— INSTRUCTIONS TO FOLLOW —
Copy out every line of the data exactly.

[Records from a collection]
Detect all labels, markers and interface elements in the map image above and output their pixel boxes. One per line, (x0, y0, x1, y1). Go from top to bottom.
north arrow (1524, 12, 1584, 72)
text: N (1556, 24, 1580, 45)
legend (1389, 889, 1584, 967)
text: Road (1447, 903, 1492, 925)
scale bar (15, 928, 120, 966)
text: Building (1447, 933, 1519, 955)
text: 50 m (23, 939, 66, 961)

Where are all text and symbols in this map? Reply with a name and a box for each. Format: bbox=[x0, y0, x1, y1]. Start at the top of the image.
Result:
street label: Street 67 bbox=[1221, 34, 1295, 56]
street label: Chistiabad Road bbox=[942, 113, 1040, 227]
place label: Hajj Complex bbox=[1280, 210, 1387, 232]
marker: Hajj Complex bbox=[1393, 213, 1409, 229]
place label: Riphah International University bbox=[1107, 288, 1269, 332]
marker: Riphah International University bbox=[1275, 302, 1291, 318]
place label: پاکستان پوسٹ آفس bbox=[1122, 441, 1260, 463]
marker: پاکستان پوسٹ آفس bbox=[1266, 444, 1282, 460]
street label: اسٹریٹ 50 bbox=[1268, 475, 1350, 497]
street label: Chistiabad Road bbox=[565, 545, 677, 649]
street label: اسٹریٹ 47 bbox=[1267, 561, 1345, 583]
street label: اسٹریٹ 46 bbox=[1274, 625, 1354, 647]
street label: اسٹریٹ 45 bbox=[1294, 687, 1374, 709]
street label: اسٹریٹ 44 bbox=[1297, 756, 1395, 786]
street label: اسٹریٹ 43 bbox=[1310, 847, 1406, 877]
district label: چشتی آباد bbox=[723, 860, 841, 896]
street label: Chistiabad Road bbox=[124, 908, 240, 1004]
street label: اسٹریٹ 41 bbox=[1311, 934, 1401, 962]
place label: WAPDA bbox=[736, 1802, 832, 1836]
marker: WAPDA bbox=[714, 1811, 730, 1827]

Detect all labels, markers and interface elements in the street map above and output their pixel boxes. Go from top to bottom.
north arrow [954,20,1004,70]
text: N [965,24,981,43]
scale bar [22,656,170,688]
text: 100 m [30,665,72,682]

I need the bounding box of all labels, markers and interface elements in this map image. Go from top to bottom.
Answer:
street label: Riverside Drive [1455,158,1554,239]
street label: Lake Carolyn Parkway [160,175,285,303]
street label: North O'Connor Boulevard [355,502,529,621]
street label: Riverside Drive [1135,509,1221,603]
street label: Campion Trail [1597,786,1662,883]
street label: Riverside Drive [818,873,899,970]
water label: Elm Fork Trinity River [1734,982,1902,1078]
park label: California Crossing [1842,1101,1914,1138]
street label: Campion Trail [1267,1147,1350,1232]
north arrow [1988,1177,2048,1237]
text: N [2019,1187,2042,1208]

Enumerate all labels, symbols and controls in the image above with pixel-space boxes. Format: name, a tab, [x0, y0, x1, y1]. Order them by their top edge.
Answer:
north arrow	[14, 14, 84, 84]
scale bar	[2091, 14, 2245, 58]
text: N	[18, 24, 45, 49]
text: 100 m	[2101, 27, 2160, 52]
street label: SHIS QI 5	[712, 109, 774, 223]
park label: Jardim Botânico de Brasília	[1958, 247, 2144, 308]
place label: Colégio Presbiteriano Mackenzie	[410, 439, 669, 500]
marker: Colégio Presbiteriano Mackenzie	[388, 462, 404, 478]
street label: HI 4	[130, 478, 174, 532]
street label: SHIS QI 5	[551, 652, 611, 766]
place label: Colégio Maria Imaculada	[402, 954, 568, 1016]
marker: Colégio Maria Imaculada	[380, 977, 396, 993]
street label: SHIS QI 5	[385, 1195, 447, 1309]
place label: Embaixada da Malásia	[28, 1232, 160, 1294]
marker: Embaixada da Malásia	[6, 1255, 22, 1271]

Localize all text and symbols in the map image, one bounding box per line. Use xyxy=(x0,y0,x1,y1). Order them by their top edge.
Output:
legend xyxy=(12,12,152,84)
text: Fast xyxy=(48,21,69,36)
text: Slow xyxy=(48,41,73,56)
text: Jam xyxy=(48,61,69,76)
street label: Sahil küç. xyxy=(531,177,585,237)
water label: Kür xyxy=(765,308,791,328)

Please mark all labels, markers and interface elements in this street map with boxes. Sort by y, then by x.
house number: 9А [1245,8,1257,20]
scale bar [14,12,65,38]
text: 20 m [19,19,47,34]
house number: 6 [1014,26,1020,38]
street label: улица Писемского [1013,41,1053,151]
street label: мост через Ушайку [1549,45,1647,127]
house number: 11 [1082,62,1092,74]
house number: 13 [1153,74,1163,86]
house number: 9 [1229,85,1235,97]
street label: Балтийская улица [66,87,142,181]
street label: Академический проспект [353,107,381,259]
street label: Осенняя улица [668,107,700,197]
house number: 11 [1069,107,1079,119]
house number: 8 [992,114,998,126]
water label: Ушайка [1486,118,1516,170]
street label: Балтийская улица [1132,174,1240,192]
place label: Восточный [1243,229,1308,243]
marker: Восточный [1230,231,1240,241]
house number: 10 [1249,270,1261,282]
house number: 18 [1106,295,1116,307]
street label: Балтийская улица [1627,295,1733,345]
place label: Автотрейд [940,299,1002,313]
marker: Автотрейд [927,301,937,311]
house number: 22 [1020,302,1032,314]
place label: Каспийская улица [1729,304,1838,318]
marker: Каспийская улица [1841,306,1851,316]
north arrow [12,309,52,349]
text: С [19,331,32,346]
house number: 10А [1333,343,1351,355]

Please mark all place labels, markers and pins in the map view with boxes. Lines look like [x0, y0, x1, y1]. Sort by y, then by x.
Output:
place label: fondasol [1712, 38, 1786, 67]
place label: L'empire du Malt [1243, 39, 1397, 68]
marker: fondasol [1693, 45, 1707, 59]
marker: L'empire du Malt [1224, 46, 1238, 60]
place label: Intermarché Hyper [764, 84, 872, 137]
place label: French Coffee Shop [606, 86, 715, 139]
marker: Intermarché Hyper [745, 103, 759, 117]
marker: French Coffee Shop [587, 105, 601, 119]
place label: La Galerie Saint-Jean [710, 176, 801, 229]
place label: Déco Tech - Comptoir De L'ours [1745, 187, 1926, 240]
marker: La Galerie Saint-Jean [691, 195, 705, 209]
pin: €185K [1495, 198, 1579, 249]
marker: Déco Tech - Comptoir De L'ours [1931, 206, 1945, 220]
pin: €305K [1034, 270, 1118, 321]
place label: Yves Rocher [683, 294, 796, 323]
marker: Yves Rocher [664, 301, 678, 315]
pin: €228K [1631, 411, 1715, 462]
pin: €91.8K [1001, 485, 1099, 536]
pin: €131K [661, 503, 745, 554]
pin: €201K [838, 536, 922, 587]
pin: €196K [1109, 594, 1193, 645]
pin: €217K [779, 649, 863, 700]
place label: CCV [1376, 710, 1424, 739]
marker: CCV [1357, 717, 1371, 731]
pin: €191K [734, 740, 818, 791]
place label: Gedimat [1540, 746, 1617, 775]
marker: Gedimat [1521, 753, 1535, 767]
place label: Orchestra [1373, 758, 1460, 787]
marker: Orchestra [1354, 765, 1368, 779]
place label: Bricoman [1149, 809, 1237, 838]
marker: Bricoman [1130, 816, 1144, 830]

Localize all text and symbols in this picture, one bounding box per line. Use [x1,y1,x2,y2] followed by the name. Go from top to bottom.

— SOLUTION TO THIS TASK —
Detect all labels, markers and interface elements in the map image above and output their pixel boxes. One per line, (x0, y0, x1, y1). Go from top to bottom.
north arrow (1524, 12, 1584, 72)
text: N (1556, 24, 1580, 45)
legend (1389, 889, 1584, 967)
text: Road (1447, 903, 1492, 925)
scale bar (15, 928, 120, 966)
text: Building (1447, 933, 1519, 955)
text: 50 m (23, 939, 66, 961)

Where are all text and symbols in this map? Reply with a name and a box for each. Format: bbox=[x0, y0, x1, y1]. Start at the top of the image.
Result:
street label: Street 67 bbox=[1221, 34, 1295, 56]
street label: Chistiabad Road bbox=[942, 113, 1040, 227]
place label: Hajj Complex bbox=[1280, 210, 1387, 232]
marker: Hajj Complex bbox=[1393, 213, 1409, 229]
place label: Riphah International University bbox=[1107, 288, 1269, 332]
marker: Riphah International University bbox=[1275, 302, 1291, 318]
place label: پاکستان پوسٹ آفس bbox=[1122, 441, 1260, 463]
marker: پاکستان پوسٹ آفس bbox=[1266, 444, 1282, 460]
street label: اسٹریٹ 50 bbox=[1268, 475, 1350, 497]
street label: Chistiabad Road bbox=[565, 545, 677, 649]
street label: اسٹریٹ 47 bbox=[1267, 561, 1345, 583]
street label: اسٹریٹ 46 bbox=[1274, 625, 1354, 647]
street label: اسٹریٹ 45 bbox=[1294, 687, 1374, 709]
street label: اسٹریٹ 44 bbox=[1297, 756, 1395, 786]
street label: اسٹریٹ 43 bbox=[1310, 847, 1406, 877]
district label: چشتی آباد bbox=[723, 860, 841, 896]
street label: Chistiabad Road bbox=[124, 908, 240, 1004]
street label: اسٹریٹ 41 bbox=[1311, 934, 1401, 962]
place label: WAPDA bbox=[736, 1802, 832, 1836]
marker: WAPDA bbox=[714, 1811, 730, 1827]

Detect all labels, markers and interface elements in the street map above and output their pixel boxes. Go from top to bottom.
north arrow [954,20,1004,70]
text: N [965,24,981,43]
scale bar [22,656,170,688]
text: 100 m [30,665,72,682]

I need the bounding box of all labels, markers and interface elements in this map image. Go from top to bottom.
Answer:
street label: Riverside Drive [1455,158,1554,239]
street label: Lake Carolyn Parkway [160,175,285,303]
street label: North O'Connor Boulevard [355,502,529,621]
street label: Riverside Drive [1135,509,1221,603]
street label: Campion Trail [1597,786,1662,883]
street label: Riverside Drive [818,873,899,970]
water label: Elm Fork Trinity River [1734,982,1902,1078]
park label: California Crossing [1842,1101,1914,1138]
street label: Campion Trail [1267,1147,1350,1232]
north arrow [1988,1177,2048,1237]
text: N [2019,1187,2042,1208]

Enumerate all labels, symbols and controls in the image above with pixel-space boxes. Format: name, a tab, [x0, y0, x1, y1]. Order them by their top edge.
Answer:
north arrow	[14, 14, 84, 84]
scale bar	[2091, 14, 2245, 58]
text: N	[18, 24, 45, 49]
text: 100 m	[2101, 27, 2160, 52]
street label: SHIS QI 5	[712, 109, 774, 223]
park label: Jardim Botânico de Brasília	[1958, 247, 2144, 308]
place label: Colégio Presbiteriano Mackenzie	[410, 439, 669, 500]
marker: Colégio Presbiteriano Mackenzie	[388, 462, 404, 478]
street label: HI 4	[130, 478, 174, 532]
street label: SHIS QI 5	[551, 652, 611, 766]
place label: Colégio Maria Imaculada	[402, 954, 568, 1016]
marker: Colégio Maria Imaculada	[380, 977, 396, 993]
street label: SHIS QI 5	[385, 1195, 447, 1309]
place label: Embaixada da Malásia	[28, 1232, 160, 1294]
marker: Embaixada da Malásia	[6, 1255, 22, 1271]

Localize all text and symbols in the map image, one bounding box per line. Use xyxy=(x0,y0,x1,y1). Order them by their top edge.
Output:
legend xyxy=(12,12,152,84)
text: Fast xyxy=(48,21,69,36)
text: Slow xyxy=(48,41,73,56)
text: Jam xyxy=(48,61,69,76)
street label: Sahil küç. xyxy=(531,177,585,237)
water label: Kür xyxy=(765,308,791,328)

Please mark all labels, markers and interface elements in this street map with boxes. Sort by y, then by x.
house number: 9А [1245,8,1257,20]
scale bar [14,12,65,38]
text: 20 m [19,19,47,34]
house number: 6 [1014,26,1020,38]
street label: улица Писемского [1013,41,1053,151]
street label: мост через Ушайку [1549,45,1647,127]
house number: 11 [1082,62,1092,74]
house number: 13 [1153,74,1163,86]
house number: 9 [1229,85,1235,97]
street label: Балтийская улица [66,87,142,181]
street label: Академический проспект [353,107,381,259]
street label: Осенняя улица [668,107,700,197]
house number: 11 [1069,107,1079,119]
house number: 8 [992,114,998,126]
water label: Ушайка [1486,118,1516,170]
street label: Балтийская улица [1132,174,1240,192]
place label: Восточный [1243,229,1308,243]
marker: Восточный [1230,231,1240,241]
house number: 10 [1249,270,1261,282]
house number: 18 [1106,295,1116,307]
street label: Балтийская улица [1627,295,1733,345]
place label: Автотрейд [940,299,1002,313]
marker: Автотрейд [927,301,937,311]
house number: 22 [1020,302,1032,314]
place label: Каспийская улица [1729,304,1838,318]
marker: Каспийская улица [1841,306,1851,316]
north arrow [12,309,52,349]
text: С [19,331,32,346]
house number: 10А [1333,343,1351,355]

Please mark all place labels, markers and pins in the map view with boxes. Lines look like [x0, y0, x1, y1]. Sort by y, then by x.
Output:
place label: fondasol [1712, 38, 1786, 67]
place label: L'empire du Malt [1243, 39, 1397, 68]
marker: fondasol [1693, 45, 1707, 59]
marker: L'empire du Malt [1224, 46, 1238, 60]
place label: Intermarché Hyper [764, 84, 872, 137]
place label: French Coffee Shop [606, 86, 715, 139]
marker: Intermarché Hyper [745, 103, 759, 117]
marker: French Coffee Shop [587, 105, 601, 119]
place label: La Galerie Saint-Jean [710, 176, 801, 229]
place label: Déco Tech - Comptoir De L'ours [1745, 187, 1926, 240]
marker: La Galerie Saint-Jean [691, 195, 705, 209]
pin: €185K [1495, 198, 1579, 249]
marker: Déco Tech - Comptoir De L'ours [1931, 206, 1945, 220]
pin: €305K [1034, 270, 1118, 321]
place label: Yves Rocher [683, 294, 796, 323]
marker: Yves Rocher [664, 301, 678, 315]
pin: €228K [1631, 411, 1715, 462]
pin: €91.8K [1001, 485, 1099, 536]
pin: €131K [661, 503, 745, 554]
pin: €201K [838, 536, 922, 587]
pin: €196K [1109, 594, 1193, 645]
pin: €217K [779, 649, 863, 700]
place label: CCV [1376, 710, 1424, 739]
marker: CCV [1357, 717, 1371, 731]
pin: €191K [734, 740, 818, 791]
place label: Gedimat [1540, 746, 1617, 775]
marker: Gedimat [1521, 753, 1535, 767]
place label: Orchestra [1373, 758, 1460, 787]
marker: Orchestra [1354, 765, 1368, 779]
place label: Bricoman [1149, 809, 1237, 838]
marker: Bricoman [1130, 816, 1144, 830]

Localize all text and symbols in this picture, one bounding box per line. Use [x1,y1,x2,y2] followed by the name. Go from top to bottom.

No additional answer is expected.